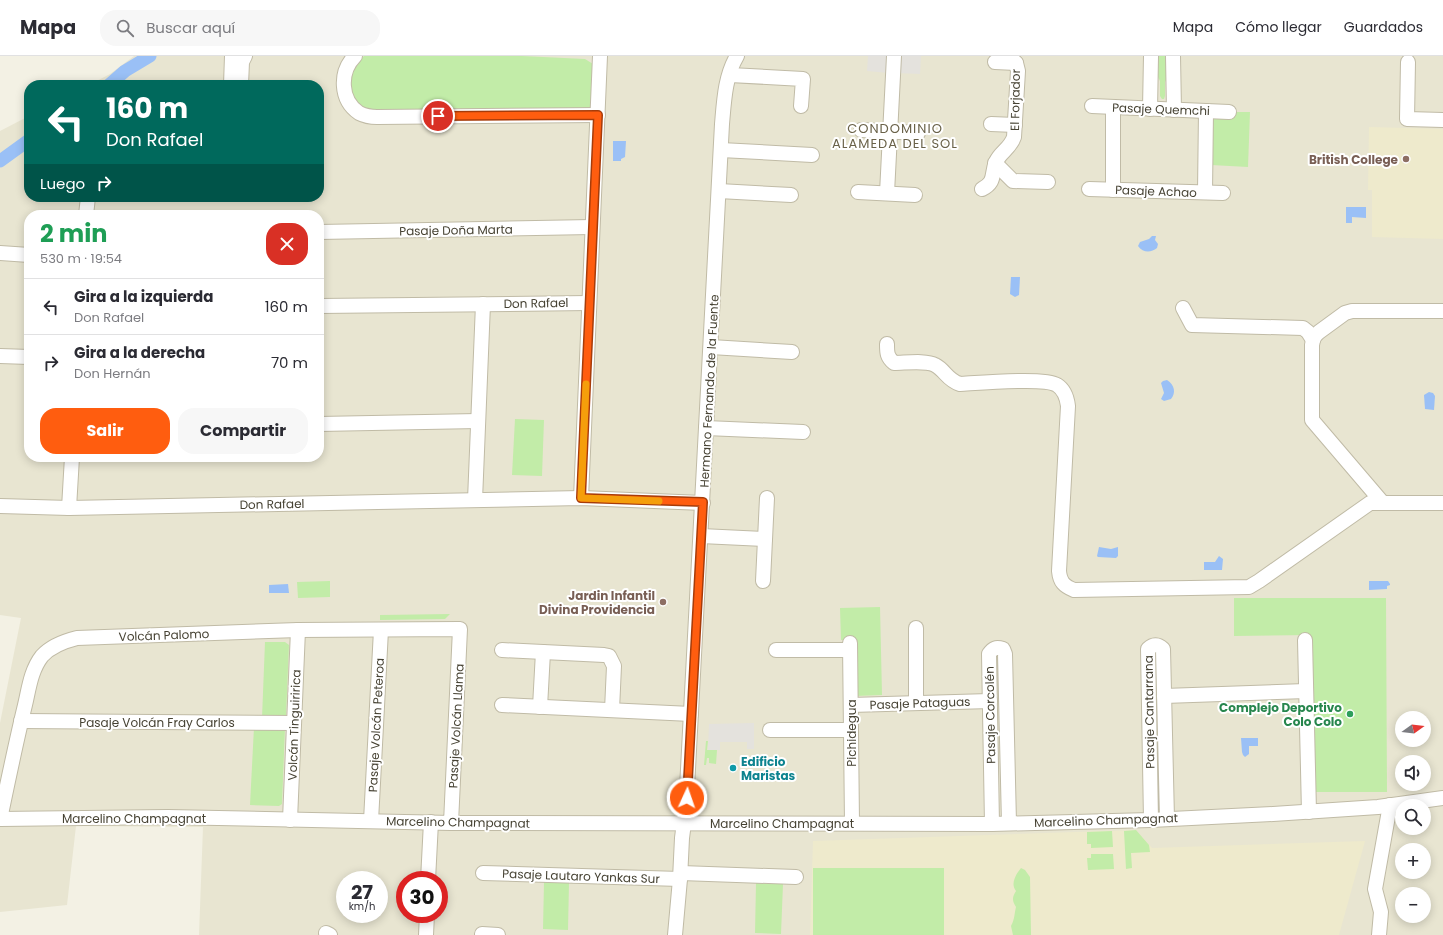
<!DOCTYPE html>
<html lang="es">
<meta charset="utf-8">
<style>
:root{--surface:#fff;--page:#f7f7f7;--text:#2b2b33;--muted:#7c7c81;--line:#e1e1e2;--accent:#ff5d0f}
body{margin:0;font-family:Poppins,sans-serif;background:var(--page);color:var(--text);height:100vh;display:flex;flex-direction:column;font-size:15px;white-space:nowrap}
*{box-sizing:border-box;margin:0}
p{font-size:13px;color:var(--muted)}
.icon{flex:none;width:22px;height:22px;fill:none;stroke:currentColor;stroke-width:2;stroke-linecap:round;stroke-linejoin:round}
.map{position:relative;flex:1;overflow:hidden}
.details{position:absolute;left:24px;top:154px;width:300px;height:252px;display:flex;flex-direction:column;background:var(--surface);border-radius:16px;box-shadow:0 2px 10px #0003}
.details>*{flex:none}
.guide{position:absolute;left:24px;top:24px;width:300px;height:122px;border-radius:16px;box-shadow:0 2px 10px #0003;background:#00695c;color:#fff;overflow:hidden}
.needle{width:26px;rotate:75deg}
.controls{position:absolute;left:1395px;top:655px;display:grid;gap:8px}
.controls a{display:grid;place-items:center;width:36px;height:36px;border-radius:50%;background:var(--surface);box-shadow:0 2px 10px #0003;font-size:20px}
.speed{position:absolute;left:336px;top:815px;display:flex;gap:8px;font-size:20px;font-weight:700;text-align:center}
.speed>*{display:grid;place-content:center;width:52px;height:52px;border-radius:50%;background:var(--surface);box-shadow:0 2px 10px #0003;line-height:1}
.speed small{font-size:10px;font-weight:400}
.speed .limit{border:6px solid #d22;background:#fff;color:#111}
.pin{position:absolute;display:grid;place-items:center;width:34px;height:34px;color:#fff;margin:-17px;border:2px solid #fff;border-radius:50%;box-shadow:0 1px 4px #0007}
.me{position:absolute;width:44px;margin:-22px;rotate:3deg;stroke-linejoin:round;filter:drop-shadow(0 0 3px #0008)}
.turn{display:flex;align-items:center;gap:14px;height:84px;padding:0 16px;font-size:18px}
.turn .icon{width:52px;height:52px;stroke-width:2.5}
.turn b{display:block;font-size:28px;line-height:34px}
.then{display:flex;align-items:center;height:38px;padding:0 16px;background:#0003;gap:8px;font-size:15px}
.round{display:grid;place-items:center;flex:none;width:42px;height:42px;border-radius:16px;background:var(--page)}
.overview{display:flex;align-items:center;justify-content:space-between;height:68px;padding:0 16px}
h1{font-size:24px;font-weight:700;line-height:30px;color:#1e9e55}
.cta{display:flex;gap:8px;margin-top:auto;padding:8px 16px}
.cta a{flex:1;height:46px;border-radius:16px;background:var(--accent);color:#fff;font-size:16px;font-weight:700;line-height:46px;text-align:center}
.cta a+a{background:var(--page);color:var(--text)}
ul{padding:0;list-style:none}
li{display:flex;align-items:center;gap:12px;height:56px;padding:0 16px;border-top:1px solid var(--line)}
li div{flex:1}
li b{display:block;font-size:15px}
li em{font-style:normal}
header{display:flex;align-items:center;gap:24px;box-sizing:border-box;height:56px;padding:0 20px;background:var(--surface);border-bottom:1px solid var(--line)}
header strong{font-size:19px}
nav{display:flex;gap:22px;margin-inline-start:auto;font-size:14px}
.search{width:280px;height:36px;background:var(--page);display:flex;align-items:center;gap:10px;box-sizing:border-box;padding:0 14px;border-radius:16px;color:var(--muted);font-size:15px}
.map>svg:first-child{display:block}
.residential{fill:#e8e5d1;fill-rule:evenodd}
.education{fill:#eeeacc}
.green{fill:#c2eca8}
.parking{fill:#e4e2dd}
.water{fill:#9ac0f6}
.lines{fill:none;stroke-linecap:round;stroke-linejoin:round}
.canal{stroke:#9ac0f6;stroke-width:13}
.minor-casing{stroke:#c0bba6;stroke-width:16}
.minor{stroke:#fff;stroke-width:14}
.route-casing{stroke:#a63c0a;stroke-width:10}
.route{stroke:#ff5d0f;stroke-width:7}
.slow{stroke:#f59e0b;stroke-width:7}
.education-dot{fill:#8d6e63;stroke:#fff;stroke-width:1.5}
.leisure-dot{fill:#2e9e5b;stroke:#fff;stroke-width:1.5}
.culture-dot{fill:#0f9aa8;stroke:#fff;stroke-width:1.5}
.labels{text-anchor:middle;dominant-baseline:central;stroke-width:4;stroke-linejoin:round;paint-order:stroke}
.street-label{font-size:12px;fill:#464233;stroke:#fff}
.education-label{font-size:12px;font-weight:bold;fill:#785e54;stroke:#fff;text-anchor:end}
.leisure-label{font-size:12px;font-weight:bold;fill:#27864d;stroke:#fff;text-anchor:end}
.culture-label{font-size:12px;font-weight:bold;fill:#0d838f;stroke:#fff;text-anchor:start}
.neighbourhood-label{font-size:13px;letter-spacing:1px;fill:#6a6249;stroke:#fff}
</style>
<header>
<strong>Mapa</strong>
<div class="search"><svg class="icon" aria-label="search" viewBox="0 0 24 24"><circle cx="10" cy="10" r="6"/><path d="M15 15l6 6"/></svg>Buscar aquí</div>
<nav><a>Mapa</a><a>Cómo llegar</a><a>Guardados</a></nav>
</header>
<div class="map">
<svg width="1443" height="879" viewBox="0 0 1443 879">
<rect width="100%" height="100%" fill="#f3f1e4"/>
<path class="residential" d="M134,0H1443V879H199L203,771L76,770L67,849L0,856V667L21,562L0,559V75L29,60V141H319V29H89L110,18ZM29,159H319V401H29ZM1402,662H1424V684H1402ZM1402,706H1424V728H1402ZM1402,750H1424V772H1402ZM1402,794H1424V816H1402ZM345,824H379V858H345ZM405,824H439V858H405ZM1402,838H1424V860H1402Z"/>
<g class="education">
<path d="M1369,71L1443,73V183L1372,181V134H1368Z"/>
<path d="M1136,774L1152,792L1365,785L1339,879H810L813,785Z"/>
</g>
<g class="green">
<path d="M364,0H522L585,3L593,8L592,50L586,53L374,56C360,50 357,47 348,34L351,12Z"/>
<path d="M1157,0H1169L1168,20L1165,26V40L1164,43H1162L1160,40V25L1158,21Z"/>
<path d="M1232,56H1250L1248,111L1211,109L1210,63Z"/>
<path d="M515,363L544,364L542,420L512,419Z"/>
<path d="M330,525V541L298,542L297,526Z"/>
<path d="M1234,542H1386L1387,736H1314L1311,579L1234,580Z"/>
<path d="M880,551L882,639L856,640L855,584H841L840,552Z"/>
<path d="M450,558L445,563L380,564V559Z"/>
<path d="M265,586H285L289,589L286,660L262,662Z"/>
<path d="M254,671L285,672L282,748L279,750L250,749Z"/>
<path d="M706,685H708L707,694H717L716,708L709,707V702H707L706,709H704Z"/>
<path d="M1136,774L1149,789L1150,796L1131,797L1132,812L1126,813L1124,775Z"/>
<path d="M1112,775L1113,791L1091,792V788H1087V776Z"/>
<path d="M1091,798H1113L1114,813L1088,814L1087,802H1091Z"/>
<rect x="813" y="812" width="131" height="67"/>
<path d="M1021,812L1025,814L1030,821L1031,879H1013L1011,870C1015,862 1014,859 1016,851C1012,845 1012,841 1016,835C1010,828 1016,818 1021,812Z"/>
<path d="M544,826L569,827L568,874L543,873Z"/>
<path d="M756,827L783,828L781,878L755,877Z"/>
</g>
<g class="parking">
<path d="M868,0H890L889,17L867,15Z"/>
<path d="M898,0H921L920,18L897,17Z"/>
<path d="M754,667V693H747V686H720V694H708L709,668Z"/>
</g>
<g class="water">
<path d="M613,85H626L625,101L621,103V105H613Z"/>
<path d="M1346,151H1366V162L1352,161V167H1346Z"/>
<path d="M1152,180H1156L1155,184L1158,188L1157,192C1151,197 1143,197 1138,190L1140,186L1149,183Z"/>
<path d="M1011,221H1020L1019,239L1015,241L1010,238Z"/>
<path d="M1167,324C1175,329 1176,337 1171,343L1164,345L1161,343L1164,337L1161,327L1163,325Z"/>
<path d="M1429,336L1433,337L1435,340L1434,354L1425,353L1424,339Z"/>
<path d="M1099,491L1111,493L1118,491V500L1116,502L1098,501L1097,500Z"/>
<path d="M1219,500L1223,503L1222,514H1204V506H1215Z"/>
<path d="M1369,525H1388L1390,528V529L1387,530V533L1369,534Z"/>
<path d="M288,528L289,537H269V529Z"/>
<path d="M1241,682H1258V690H1249V698L1245,701L1243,699L1242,696Z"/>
</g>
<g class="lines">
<g class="canal">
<path d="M109,29L125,15L150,0"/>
<path d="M0,105L29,84"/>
</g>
<g class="minor-casing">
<g id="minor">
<path d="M355,0C339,16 340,44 359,57C365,60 371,61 377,61L598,59"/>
<path d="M1173,0L1174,54"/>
<path d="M995,6L1016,7"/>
<path d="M1408,6L1407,63L1443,64"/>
<path d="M730,19L803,23L801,50"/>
<path d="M231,29L232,0"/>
<path d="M241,29L242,6L245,0"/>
<path d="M1092,50L1229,56"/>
<path d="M1150,53L1151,0"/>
<path d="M991,68L1015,69"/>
<path d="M861,74L918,77"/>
<path d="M721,94L812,99"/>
<path d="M995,107L1013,125L1048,126"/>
<path d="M982,133C996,126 991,118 996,106C1000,96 1010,93 1014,81L1018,15L1016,7L1009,0"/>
<path d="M1089,133L1223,137"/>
<path d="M1113,134V51"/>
<path d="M719,135L791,139"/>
<path d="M858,136L915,139"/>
<path d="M1205,136L1206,55"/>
<path d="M887,137L894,0"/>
<path d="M86,159L88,141"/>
<path d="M319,176L592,171"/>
<path d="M0,197L29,199"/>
<path d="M319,250L589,247"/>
<path d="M1183,252L1192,269L1303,272L1308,276L1313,284"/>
<path d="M887,288C887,297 887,301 894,307C905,307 926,304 935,309C945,314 947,324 960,328C978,327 1045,321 1057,329C1065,334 1067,342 1068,350L1059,515C1060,526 1064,530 1074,534L1249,531L1259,525L1370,447H1443"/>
<path d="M711,291L792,296"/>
<path d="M0,300L29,301"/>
<path d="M319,368L478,365"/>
<path d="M706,372L803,376"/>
<path d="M581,442L600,0"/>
<path d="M475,444L483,248"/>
<path d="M1382,446L1312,364V289C1313,283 1314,280 1319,276L1345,257L1352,255H1443"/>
<path d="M0,450L69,452L581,442L703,447"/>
<path d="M69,452L72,401"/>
<path d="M701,480L765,483"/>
<path d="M763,525L767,442"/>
<path d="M916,572V647"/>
<path d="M1305,584L1309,756"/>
<path d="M850,587L852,767"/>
<path d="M502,594L604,599L609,600L614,610L612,654"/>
<path d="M776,594H850"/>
<path d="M1164,640L1306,635"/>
<path d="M502,649L691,658"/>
<path d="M851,649L990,645"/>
<path d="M540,651L543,596"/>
<path d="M21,665L294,667"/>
<path d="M770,674H851"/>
<path d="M290,764L298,574"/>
<path d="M1151,764L1148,593C1153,588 1158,588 1163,593L1167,763"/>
<path d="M371,765L381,574"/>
<path d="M451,767L460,573L298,574L77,582C65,585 51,590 42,600C31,614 29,632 25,649C16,686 8,725 0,763L168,761L451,767L992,768L1151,764L1273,758L1378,751L1443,742"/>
<path d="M992,768L989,598C993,592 996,591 1003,593L1005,598L1009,767"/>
<path d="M483,817L680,823"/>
<path d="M681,817L796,821"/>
<path d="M428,824L431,766"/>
<path d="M326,877L330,879"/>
<path d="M482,878L498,879"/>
<path d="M426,879L427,858"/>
<path d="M675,879L680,823L682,782L686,751L722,68C724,45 725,20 737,0"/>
<path d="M1379,879L1381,856L1375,833L1390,749"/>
</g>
</g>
<use href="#minor" class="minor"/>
</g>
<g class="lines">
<g class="route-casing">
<path id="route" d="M438,60L598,59L581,442L703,446L687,742"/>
</g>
<use href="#route" class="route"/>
<path class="slow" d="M586,328L581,442L659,445"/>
</g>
<g class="education-dot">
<circle cx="1406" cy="103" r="4"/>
<circle cx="663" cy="546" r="4"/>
</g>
<circle class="leisure-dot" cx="1350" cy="658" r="4"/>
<circle class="culture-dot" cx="733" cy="712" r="4"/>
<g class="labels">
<g class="street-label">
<text transform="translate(1015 44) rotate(-89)">El Forjador</text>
<text transform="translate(1161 53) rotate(2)">Pasaje Quemchi</text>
<text transform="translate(1156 135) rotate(2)">Pasaje Achao</text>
<text transform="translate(456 174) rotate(-1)">Pasaje Doña Marta</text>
<text transform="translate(536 247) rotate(-1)">Don Rafael</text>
<text transform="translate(709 335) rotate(-87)">Hermano Fernando de la Fuente</text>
<text transform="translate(272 448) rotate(-1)">Don Rafael</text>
<text transform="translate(164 579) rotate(-2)">Volcán Palomo</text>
<text transform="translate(920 647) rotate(-2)">Pasaje Pataguas</text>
<text transform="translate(1149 656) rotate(-91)">Pasaje Cantarrana</text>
<text transform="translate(990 659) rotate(-91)">Pasaje Corcolén</text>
<text x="157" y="666">Pasaje Volcán Fray Carlos</text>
<text transform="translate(294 669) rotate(-88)">Volcán Tinguiririca</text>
<text transform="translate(376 669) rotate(-87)">Pasaje Volcán Peteroa</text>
<text transform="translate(456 670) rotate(-87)">Pasaje Volcán Llama</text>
<text transform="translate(851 677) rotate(-90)">Pichidegua</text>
<text x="134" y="762">Marcelino Champagnat</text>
<text transform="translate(1106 764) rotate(-2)">Marcelino Champagnat</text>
<text transform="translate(458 766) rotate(1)">Marcelino Champagnat</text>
<text x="782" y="767">Marcelino Champagnat</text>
<text transform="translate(581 820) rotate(2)">Pasaje Lautaro Yankas Sur</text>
</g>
<g class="education-label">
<text x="1398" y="103">British College</text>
<text x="655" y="539">Jardin Infantil<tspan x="655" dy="14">Divina Providencia</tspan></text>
</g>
<g class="leisure-label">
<text x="1342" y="651">Complejo Deportivo<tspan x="1342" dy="14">Colo Colo</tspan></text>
</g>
<g class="culture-label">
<text x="741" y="705">Edificio<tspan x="741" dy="14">Maristas</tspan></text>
</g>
<g class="neighbourhood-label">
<text x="895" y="72">CONDOMINIO<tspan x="895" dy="15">ALAMEDA DEL SOL</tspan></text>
</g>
</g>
</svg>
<div class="controls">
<a><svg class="needle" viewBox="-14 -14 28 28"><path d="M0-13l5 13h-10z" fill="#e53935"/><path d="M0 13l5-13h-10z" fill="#7c7c81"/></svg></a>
<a><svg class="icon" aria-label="sound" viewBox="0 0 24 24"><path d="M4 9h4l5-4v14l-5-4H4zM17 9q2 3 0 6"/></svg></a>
<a><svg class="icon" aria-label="search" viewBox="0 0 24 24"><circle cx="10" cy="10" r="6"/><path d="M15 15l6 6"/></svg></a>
<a>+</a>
<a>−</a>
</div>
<div class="speed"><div>27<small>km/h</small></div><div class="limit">30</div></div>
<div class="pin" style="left:438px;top:60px;background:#d93025"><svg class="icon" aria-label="arrive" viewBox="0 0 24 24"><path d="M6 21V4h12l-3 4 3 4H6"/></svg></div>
<svg class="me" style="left:687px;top:742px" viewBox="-20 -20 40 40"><circle r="17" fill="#ff5d0f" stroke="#fff" stroke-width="3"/><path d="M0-11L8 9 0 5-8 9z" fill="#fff"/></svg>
<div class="guide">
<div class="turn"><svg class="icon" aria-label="left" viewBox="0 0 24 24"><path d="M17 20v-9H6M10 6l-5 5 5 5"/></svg><div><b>160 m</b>Don Rafael</div></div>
<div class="then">Luego<svg class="icon" aria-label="right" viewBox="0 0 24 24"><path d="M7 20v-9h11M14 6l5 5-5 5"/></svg></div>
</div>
<section class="details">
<div class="overview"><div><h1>2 min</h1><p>530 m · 19:54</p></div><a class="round" style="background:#d93025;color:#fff"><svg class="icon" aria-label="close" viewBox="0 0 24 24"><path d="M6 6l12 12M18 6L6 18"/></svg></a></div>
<ul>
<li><svg class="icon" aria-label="left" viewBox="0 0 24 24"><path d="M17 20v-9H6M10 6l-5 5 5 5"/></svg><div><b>Gira a la izquierda</b><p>Don Rafael</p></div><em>160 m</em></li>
<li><svg class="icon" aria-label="right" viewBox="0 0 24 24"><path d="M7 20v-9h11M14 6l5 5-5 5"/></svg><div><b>Gira a la derecha</b><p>Don Hernán</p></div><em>70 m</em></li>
</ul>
<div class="cta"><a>Salir</a><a>Compartir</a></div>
</section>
</div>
= = = = = = =
→ ACTIVITY:
Determine the number of lines in the data that contain "controls" as a word or string, and state only that number.

→ REPLY TO THE TASK:
3